◆ Collected data
Segment Open
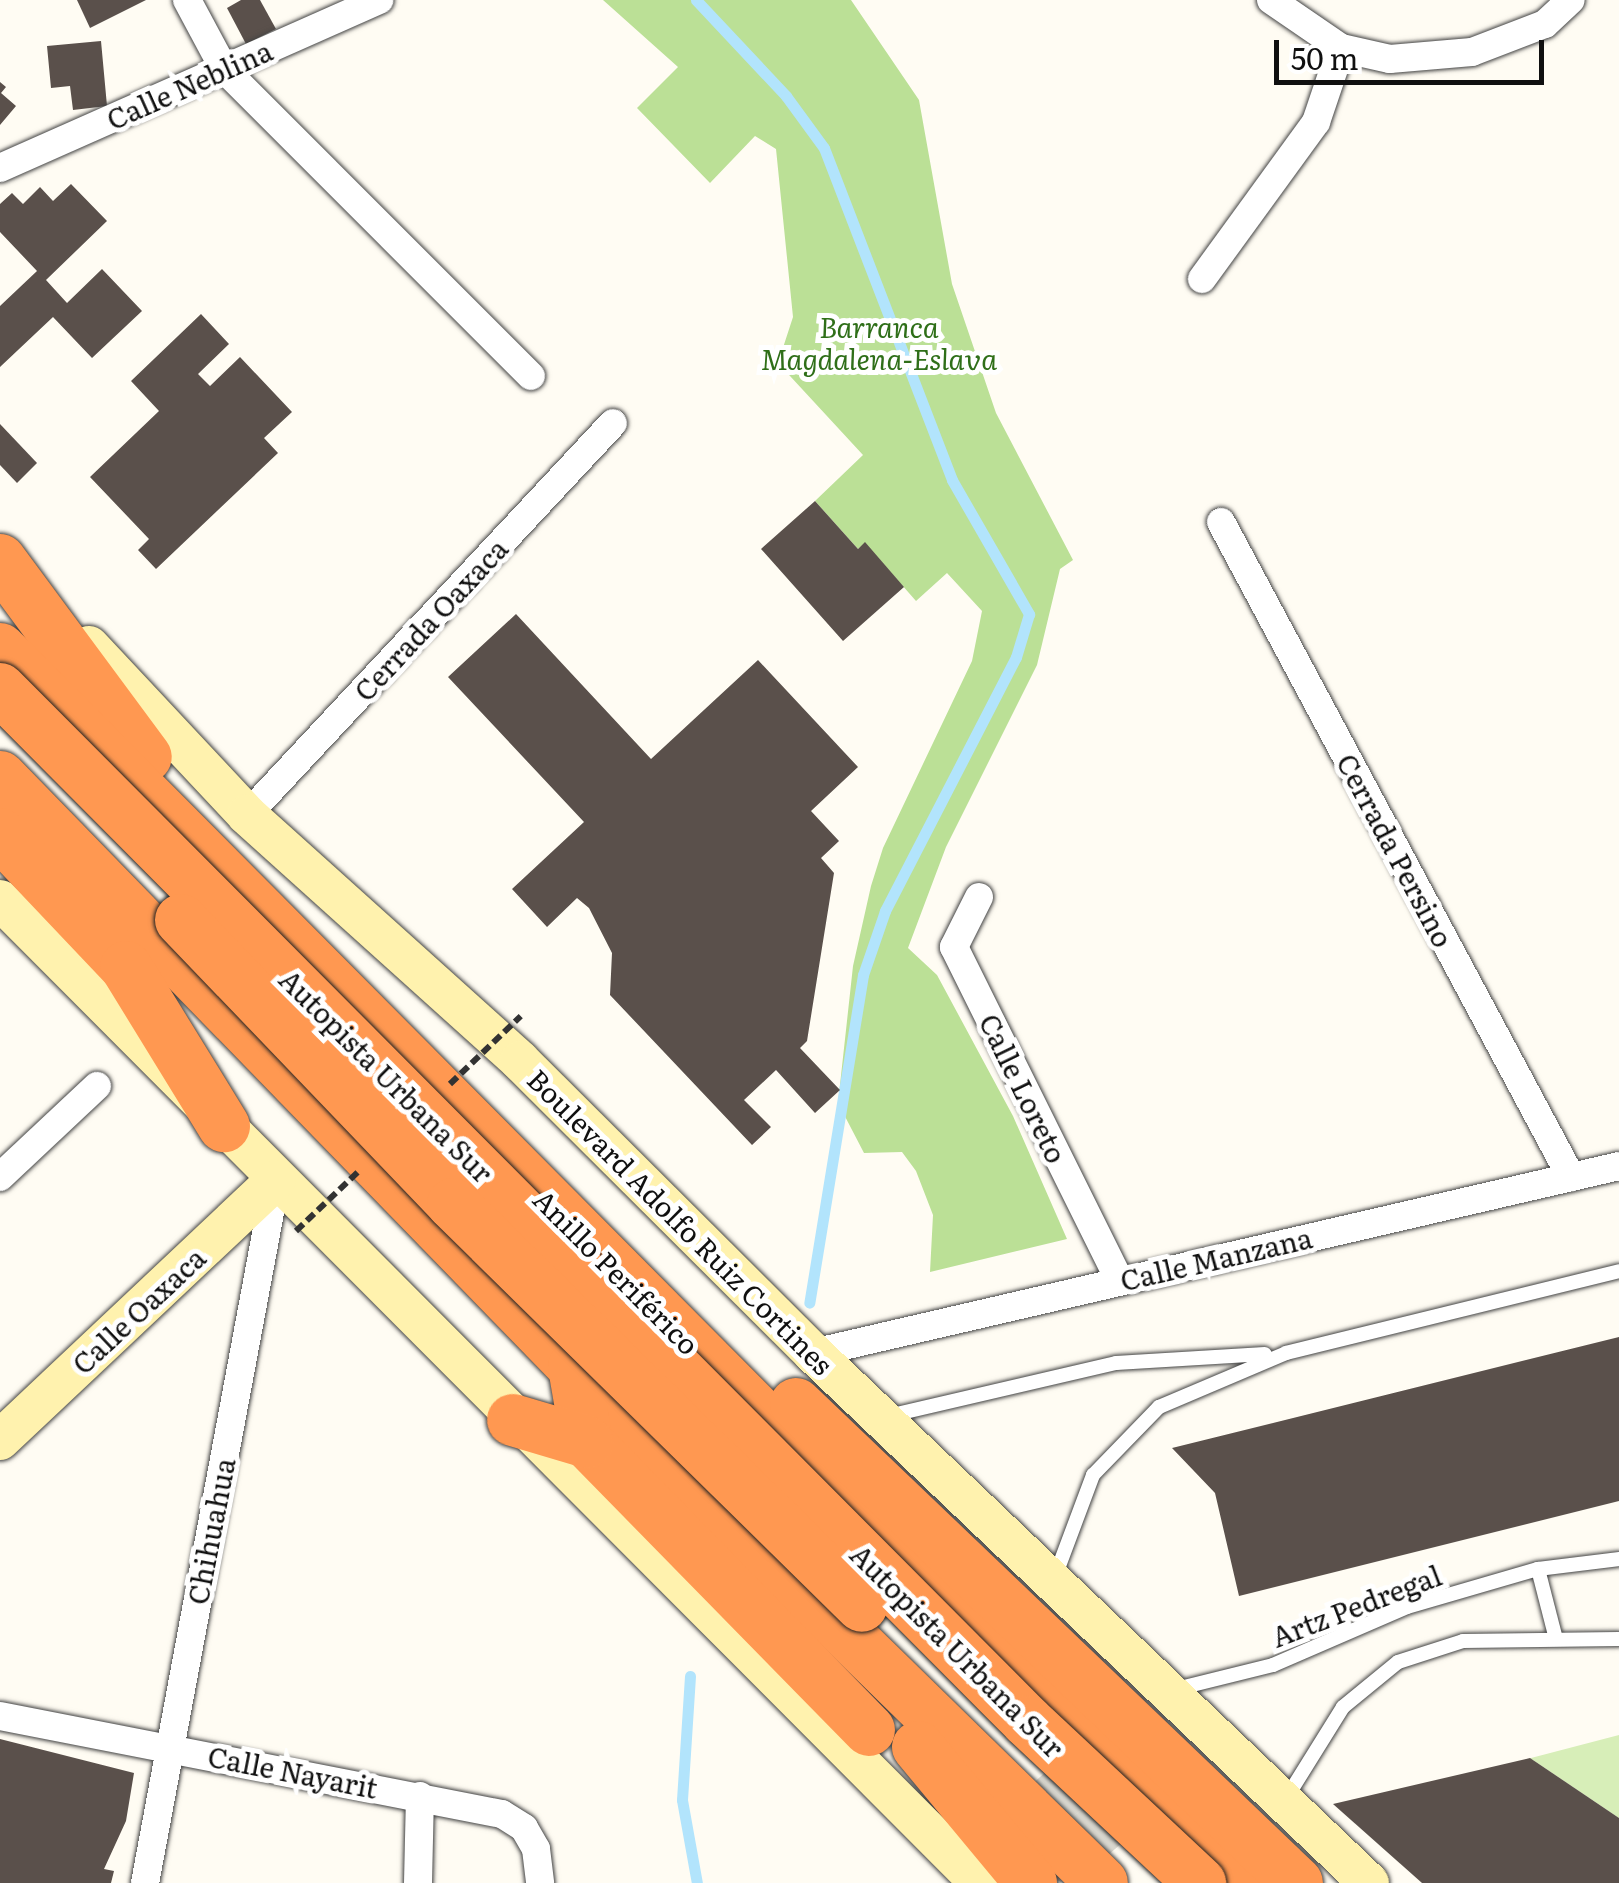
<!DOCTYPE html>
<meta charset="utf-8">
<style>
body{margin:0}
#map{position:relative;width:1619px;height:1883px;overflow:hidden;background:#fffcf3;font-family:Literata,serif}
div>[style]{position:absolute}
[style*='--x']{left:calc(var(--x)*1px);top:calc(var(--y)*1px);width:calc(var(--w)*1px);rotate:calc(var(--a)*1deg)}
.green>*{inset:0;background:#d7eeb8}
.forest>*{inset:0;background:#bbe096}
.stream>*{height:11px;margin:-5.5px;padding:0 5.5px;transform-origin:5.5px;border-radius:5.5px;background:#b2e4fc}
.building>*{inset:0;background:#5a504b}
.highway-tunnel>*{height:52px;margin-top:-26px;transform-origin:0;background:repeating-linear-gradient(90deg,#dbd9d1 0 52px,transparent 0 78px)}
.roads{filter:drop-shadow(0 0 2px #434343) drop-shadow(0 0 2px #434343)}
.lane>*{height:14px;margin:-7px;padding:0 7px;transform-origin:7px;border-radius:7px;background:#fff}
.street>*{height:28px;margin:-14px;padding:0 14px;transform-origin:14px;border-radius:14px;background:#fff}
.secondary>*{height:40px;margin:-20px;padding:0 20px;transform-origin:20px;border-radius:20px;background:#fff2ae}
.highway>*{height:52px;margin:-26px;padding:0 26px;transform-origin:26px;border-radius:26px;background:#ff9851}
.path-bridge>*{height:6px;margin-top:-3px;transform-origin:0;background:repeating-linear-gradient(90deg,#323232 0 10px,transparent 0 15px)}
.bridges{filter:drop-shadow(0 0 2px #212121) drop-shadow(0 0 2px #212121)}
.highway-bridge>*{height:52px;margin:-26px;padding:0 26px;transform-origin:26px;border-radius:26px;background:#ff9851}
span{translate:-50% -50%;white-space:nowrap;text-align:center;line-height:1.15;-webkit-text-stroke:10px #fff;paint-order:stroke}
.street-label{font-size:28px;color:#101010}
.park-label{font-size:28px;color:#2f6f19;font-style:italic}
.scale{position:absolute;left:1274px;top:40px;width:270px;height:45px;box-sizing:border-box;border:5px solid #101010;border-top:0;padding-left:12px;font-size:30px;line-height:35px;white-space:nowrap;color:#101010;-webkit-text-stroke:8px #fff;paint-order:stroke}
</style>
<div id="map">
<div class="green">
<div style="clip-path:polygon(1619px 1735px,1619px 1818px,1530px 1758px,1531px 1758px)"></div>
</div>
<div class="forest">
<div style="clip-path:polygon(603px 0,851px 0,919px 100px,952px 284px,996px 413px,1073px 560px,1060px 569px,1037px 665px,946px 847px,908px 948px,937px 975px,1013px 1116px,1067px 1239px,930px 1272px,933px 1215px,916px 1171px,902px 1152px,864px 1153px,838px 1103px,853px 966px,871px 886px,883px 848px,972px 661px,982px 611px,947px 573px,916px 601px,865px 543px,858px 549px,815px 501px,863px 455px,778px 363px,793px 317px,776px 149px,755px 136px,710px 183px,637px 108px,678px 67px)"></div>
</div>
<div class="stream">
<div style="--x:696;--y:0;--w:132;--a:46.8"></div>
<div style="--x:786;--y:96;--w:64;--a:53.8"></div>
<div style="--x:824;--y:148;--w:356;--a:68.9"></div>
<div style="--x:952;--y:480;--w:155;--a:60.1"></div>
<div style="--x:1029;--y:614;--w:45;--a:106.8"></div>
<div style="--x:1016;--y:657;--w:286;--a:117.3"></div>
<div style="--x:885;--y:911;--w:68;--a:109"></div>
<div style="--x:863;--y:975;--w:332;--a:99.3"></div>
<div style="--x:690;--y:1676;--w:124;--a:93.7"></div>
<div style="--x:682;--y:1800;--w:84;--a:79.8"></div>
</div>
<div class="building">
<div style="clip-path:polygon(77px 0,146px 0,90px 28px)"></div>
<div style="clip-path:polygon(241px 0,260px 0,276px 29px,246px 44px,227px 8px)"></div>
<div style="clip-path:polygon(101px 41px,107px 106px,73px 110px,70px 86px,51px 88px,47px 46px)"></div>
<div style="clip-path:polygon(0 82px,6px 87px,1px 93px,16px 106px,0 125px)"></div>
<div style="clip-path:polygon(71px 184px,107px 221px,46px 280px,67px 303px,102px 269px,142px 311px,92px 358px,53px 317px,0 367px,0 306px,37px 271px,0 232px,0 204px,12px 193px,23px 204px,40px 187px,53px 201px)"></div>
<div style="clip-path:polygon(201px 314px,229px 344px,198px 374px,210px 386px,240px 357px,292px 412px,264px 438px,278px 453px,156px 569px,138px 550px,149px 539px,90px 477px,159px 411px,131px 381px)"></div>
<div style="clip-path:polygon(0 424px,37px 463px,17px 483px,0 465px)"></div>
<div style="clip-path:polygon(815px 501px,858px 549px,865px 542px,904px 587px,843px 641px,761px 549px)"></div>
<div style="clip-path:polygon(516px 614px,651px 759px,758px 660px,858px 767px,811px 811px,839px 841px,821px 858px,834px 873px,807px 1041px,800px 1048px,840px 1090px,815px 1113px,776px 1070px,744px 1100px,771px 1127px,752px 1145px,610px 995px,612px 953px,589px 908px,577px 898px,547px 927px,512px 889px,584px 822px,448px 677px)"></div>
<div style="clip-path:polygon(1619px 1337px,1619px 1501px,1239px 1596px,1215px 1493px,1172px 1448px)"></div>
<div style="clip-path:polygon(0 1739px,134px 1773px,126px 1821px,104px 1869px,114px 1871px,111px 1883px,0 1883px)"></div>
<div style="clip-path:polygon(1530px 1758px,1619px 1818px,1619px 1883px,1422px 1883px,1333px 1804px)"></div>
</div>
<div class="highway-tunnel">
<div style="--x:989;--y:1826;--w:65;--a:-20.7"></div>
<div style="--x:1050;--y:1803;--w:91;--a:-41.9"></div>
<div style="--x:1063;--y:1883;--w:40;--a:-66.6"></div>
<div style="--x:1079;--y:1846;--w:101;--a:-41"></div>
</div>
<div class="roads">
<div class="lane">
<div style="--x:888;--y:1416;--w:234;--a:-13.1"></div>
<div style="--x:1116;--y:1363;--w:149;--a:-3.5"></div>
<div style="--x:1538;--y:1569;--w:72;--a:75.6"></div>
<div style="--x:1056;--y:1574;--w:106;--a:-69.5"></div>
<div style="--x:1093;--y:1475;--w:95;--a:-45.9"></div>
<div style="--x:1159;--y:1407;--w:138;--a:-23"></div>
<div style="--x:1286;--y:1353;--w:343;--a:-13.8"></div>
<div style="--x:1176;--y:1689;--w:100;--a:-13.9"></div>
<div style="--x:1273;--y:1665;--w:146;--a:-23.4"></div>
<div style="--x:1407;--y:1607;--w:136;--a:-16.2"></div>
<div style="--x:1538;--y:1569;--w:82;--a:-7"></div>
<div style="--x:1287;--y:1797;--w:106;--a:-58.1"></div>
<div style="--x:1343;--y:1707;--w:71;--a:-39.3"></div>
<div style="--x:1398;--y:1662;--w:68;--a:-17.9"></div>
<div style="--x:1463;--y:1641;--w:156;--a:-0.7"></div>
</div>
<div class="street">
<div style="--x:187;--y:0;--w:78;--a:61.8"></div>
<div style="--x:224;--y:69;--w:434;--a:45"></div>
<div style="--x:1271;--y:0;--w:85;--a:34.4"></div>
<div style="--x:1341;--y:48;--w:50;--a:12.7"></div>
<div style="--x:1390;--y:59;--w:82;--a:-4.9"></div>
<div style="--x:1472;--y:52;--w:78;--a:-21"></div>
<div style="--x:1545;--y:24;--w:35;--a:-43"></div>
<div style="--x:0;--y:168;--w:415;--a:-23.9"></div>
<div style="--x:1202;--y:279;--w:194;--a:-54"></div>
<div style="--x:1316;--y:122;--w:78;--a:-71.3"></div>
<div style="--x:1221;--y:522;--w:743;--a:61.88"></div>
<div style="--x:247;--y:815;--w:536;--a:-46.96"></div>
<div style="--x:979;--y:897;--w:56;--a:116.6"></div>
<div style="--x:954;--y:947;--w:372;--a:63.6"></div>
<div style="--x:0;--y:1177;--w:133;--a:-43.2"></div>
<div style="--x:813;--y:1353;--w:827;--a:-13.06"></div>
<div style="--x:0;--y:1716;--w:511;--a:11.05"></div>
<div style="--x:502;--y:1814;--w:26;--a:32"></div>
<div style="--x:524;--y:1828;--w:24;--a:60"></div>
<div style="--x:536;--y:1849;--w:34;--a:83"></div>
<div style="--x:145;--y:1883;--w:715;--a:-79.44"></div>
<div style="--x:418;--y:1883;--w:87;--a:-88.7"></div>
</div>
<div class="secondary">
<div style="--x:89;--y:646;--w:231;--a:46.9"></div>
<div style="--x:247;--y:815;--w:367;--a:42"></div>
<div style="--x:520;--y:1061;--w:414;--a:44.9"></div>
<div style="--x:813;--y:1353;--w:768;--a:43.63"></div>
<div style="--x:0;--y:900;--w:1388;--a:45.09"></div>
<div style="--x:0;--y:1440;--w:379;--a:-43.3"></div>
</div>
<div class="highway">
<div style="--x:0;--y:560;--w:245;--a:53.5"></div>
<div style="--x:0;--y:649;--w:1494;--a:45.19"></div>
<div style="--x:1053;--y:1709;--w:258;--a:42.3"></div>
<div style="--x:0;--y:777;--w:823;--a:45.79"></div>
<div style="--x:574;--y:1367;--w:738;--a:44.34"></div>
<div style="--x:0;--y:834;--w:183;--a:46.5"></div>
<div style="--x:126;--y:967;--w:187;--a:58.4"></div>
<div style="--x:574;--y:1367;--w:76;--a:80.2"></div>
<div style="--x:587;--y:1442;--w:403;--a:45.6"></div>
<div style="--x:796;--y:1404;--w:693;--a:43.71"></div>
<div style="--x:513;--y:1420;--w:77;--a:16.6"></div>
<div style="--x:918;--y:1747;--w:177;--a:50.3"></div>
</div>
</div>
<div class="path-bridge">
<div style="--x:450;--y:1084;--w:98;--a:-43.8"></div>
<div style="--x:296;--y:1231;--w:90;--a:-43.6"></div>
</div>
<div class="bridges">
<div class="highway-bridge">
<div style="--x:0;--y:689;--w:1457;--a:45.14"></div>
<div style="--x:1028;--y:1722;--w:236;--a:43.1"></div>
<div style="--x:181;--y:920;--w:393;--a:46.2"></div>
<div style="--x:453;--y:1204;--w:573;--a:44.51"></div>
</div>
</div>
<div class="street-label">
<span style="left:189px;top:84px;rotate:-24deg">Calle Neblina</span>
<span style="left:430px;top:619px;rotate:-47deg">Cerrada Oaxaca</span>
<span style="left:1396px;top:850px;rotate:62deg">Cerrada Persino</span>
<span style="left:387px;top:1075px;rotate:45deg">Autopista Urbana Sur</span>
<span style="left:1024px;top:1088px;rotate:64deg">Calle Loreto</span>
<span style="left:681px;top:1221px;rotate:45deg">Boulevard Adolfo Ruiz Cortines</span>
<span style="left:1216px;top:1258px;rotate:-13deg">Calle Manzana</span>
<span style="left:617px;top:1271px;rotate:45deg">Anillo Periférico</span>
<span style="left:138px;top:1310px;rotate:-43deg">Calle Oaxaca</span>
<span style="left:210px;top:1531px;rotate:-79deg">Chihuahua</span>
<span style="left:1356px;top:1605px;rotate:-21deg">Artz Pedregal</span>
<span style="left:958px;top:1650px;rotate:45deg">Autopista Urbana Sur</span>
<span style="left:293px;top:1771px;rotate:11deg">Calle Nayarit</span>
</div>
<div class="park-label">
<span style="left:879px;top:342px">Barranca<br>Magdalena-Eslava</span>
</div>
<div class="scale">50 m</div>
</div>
Segment Closed
◆ YOUR GOAL
Whenever a line above includes the string "lane", copy it.

◆ ANSWER AREA
.lane>*{height:14px;margin:-7px;padding:0 7px;transform-origin:7px;border-radius:7px;background:#fff}
<div class="lane">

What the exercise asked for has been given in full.